Even when that hurdle is overcome, the annual limit on IRA contributions effectively limits the amount of earnings that can build up tax-free in five years. There is some benefit, but not a great benefit.
However, if the grandmother has earned income, she could open her own Roth IRA and designate the granddaughter as beneficiary. That way, all the earnings could be withdrawn tax-free any time after five years to pay the granddaughter's education costs.
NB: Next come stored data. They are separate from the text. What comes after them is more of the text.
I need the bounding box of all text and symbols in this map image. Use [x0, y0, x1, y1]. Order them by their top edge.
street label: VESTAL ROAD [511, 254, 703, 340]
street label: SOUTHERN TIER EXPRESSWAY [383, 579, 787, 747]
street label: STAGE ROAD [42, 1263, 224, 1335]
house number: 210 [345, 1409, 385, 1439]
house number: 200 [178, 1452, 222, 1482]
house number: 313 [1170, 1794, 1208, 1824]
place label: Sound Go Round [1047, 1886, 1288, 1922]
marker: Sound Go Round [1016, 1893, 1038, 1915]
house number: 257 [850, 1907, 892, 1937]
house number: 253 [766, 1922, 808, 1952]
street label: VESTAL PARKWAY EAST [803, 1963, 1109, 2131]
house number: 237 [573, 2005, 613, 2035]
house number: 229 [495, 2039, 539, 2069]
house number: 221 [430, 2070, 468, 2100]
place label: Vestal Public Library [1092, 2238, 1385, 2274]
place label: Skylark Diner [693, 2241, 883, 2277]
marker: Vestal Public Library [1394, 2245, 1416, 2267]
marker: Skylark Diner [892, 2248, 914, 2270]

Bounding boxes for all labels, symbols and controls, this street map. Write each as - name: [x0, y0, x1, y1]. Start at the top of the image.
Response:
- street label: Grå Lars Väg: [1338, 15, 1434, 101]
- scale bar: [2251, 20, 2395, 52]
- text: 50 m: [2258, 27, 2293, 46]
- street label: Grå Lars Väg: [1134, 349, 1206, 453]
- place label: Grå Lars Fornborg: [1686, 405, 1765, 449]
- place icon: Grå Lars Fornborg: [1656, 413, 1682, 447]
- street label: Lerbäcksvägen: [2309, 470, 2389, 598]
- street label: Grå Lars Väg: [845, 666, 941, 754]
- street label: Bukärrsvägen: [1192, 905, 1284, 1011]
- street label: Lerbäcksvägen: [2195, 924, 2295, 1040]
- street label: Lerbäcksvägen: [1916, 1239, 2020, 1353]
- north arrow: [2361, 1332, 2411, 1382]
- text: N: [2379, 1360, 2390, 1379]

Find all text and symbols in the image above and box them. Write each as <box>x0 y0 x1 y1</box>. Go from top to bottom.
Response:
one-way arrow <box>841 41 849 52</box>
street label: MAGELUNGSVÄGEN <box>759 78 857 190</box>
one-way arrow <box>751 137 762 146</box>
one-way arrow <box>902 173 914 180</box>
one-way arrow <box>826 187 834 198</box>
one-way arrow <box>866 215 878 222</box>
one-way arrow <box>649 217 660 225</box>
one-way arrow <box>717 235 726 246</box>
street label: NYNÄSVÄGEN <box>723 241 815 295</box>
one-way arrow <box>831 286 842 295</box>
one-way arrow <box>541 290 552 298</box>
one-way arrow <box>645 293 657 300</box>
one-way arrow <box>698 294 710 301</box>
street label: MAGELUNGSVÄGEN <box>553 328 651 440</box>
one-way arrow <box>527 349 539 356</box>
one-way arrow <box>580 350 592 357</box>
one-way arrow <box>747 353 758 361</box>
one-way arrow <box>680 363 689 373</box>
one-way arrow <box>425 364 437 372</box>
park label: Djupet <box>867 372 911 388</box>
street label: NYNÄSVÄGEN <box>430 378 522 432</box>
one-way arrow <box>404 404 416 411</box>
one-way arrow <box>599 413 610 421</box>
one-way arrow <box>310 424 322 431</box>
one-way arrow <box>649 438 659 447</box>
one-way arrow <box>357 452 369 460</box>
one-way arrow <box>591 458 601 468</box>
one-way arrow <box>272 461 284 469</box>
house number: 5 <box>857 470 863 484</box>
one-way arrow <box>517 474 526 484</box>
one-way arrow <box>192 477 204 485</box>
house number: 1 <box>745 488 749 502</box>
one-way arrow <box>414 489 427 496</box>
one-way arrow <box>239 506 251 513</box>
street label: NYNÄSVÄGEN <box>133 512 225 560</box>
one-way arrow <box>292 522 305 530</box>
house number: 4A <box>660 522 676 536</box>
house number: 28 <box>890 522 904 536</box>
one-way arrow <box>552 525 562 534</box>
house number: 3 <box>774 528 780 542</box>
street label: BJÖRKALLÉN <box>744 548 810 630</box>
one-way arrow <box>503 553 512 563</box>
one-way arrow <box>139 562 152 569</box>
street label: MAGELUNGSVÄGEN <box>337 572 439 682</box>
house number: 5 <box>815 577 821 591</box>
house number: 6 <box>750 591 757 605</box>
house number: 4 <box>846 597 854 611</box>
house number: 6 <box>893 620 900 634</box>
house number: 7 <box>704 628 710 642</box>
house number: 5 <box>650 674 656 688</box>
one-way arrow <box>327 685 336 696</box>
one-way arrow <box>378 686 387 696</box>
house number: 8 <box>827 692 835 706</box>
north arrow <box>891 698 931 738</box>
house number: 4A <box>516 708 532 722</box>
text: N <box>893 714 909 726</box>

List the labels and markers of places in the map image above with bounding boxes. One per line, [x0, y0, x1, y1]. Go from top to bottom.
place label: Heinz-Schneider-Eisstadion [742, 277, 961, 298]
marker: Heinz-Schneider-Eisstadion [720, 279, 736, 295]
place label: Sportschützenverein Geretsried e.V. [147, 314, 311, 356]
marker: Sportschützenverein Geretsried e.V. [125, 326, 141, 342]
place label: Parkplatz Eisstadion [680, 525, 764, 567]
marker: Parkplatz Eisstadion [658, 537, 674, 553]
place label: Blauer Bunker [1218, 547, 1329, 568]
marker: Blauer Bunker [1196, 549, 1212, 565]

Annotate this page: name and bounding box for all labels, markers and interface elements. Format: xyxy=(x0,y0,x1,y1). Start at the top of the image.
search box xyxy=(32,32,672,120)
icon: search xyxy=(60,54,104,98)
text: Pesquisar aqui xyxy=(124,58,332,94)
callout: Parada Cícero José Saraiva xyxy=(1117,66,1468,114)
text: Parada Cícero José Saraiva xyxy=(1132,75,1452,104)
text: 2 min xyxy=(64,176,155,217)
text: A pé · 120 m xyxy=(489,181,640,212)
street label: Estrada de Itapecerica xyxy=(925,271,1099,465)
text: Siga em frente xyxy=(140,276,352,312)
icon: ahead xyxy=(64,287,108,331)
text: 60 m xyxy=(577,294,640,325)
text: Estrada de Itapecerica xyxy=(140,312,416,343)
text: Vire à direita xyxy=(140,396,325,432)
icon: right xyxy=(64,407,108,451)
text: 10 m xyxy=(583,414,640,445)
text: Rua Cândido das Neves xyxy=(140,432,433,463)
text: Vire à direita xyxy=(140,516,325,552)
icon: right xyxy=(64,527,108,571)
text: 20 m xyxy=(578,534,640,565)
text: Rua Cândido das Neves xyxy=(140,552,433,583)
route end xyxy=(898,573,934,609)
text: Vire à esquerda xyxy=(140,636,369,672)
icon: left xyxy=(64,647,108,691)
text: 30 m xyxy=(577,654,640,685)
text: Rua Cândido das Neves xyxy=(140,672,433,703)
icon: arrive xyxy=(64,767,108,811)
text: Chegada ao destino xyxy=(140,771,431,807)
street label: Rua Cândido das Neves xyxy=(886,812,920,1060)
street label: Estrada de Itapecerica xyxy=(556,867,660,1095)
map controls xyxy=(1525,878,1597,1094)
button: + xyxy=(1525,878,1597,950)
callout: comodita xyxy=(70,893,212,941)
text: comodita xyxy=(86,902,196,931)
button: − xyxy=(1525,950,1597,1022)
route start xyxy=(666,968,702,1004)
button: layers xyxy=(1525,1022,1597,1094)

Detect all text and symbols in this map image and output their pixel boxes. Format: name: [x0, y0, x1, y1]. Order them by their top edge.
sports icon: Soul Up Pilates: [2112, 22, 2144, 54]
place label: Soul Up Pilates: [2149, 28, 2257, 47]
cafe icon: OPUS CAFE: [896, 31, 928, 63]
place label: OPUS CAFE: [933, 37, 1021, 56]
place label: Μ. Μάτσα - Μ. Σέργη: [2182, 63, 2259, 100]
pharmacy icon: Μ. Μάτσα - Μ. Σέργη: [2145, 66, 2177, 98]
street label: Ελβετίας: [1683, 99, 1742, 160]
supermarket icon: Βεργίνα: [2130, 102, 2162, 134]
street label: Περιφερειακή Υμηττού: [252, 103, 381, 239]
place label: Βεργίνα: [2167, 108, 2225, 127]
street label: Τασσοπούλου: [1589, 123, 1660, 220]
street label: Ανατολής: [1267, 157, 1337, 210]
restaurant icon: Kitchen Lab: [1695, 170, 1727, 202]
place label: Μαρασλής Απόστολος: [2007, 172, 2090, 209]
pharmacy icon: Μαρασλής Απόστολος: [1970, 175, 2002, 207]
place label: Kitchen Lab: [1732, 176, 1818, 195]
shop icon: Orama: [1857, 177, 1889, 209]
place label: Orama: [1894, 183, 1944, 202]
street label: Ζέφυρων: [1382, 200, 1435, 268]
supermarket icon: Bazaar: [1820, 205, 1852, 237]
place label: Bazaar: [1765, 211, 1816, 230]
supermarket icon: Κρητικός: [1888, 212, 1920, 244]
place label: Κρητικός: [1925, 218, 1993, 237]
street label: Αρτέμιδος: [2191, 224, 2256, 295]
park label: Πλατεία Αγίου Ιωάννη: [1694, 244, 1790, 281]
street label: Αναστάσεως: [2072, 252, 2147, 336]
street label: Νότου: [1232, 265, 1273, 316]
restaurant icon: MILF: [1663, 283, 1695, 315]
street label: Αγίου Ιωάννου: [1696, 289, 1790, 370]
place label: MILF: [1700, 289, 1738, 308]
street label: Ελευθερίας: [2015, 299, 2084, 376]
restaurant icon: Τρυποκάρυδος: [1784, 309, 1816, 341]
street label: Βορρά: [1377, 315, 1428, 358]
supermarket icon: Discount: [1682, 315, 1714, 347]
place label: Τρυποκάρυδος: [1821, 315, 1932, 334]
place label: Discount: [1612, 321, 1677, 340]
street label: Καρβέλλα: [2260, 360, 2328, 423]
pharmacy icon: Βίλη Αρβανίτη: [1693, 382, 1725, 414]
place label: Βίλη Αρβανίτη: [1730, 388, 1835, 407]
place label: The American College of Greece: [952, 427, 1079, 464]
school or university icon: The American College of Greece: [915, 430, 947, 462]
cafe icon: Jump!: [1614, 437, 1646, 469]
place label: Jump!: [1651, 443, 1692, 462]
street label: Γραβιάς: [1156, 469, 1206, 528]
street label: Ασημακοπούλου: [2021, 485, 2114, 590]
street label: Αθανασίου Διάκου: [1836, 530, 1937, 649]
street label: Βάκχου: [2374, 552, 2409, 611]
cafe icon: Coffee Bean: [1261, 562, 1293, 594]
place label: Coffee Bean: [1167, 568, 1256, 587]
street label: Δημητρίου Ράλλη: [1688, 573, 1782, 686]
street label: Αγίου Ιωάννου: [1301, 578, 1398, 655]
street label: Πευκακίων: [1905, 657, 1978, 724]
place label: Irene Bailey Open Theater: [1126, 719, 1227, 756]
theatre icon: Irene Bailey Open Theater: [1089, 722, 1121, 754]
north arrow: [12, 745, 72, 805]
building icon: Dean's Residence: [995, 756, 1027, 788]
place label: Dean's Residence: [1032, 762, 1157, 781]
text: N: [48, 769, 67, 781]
But, in addition to the suggestion to check out a 529 tuition program, we offered the following alternative. If the grandmother can afford to pay the taxes on a mutual fund account (we also suggested the TIAA-CREF funds to her) as it builds up, the grandmother can keep complete control of the account by registering it with her and her granddaughter as joint owners with right of survivorship. That way, if anything happens to the grandmother, the money automatically goes to the granddaughter. And otherwise, the granddaughter can’t get her hands on the money until the grandmother decides the time is right.
This arrangement has one other advantage over an outright gift, assuming the mutual fund is registered with the grandmother’s social security number. Under standard guidelines for financial aid, students are expected to use up their own savings and investments for paying for their education, and their parents are expected to contribute a percentage of their own assets; financial aid is reduced accordingly. But this “expected family contribution” doesn’t extend to grandparents, and money belonging to a grandparent may be invisible on the radar screens of financial aid officers.
Finally, we wrote: “You sound like a generous grandmother, and you can do something even more important in addition to this investment. Make sure your granddaughter gets lots of educational experiences and opportunities between now and the time she’s ready for college. Travel, museums, books, theater … there are all kinds of things that will have a big impact on her life. And as her grandmother, you are in a perfect position to expose her to some of the more interesting things that life has to offer. This will be good for her. And it will be good for you, too."